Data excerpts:

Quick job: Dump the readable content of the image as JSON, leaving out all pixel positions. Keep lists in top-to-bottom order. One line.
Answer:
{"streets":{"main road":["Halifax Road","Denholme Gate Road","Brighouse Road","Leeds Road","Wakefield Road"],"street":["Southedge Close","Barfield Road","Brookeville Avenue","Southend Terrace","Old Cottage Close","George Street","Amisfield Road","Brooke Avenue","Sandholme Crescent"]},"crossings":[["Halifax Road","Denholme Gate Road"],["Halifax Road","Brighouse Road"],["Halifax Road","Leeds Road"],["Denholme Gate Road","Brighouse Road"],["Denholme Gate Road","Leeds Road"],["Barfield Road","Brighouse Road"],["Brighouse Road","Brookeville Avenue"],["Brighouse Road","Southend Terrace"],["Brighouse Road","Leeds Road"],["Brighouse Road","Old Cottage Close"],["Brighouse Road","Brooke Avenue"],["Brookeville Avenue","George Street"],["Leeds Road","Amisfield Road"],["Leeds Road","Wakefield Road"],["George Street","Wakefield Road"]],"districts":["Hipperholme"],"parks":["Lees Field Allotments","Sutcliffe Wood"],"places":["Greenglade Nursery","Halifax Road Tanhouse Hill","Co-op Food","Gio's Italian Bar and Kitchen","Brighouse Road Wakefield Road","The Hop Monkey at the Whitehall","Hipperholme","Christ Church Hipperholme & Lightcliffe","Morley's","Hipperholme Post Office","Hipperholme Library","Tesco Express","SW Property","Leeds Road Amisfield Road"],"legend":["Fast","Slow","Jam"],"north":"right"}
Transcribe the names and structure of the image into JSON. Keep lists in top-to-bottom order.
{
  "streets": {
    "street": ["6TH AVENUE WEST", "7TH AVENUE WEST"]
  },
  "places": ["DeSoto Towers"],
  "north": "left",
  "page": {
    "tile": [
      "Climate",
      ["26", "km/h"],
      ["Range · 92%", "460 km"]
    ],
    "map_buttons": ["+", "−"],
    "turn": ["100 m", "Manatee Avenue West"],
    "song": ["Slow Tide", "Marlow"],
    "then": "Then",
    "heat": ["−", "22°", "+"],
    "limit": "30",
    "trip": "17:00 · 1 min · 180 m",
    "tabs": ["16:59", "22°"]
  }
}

= Required action =
Lines that include the word "JSON" are to be extracted from the data above.

= Solution to the exercise =
Quick job: Dump the readable content of the image as JSON, leaving out all pixel positions. Keep lists in top-to-bottom order. One line.
Transcribe the names and structure of the image into JSON. Keep lists in top-to-bottom order.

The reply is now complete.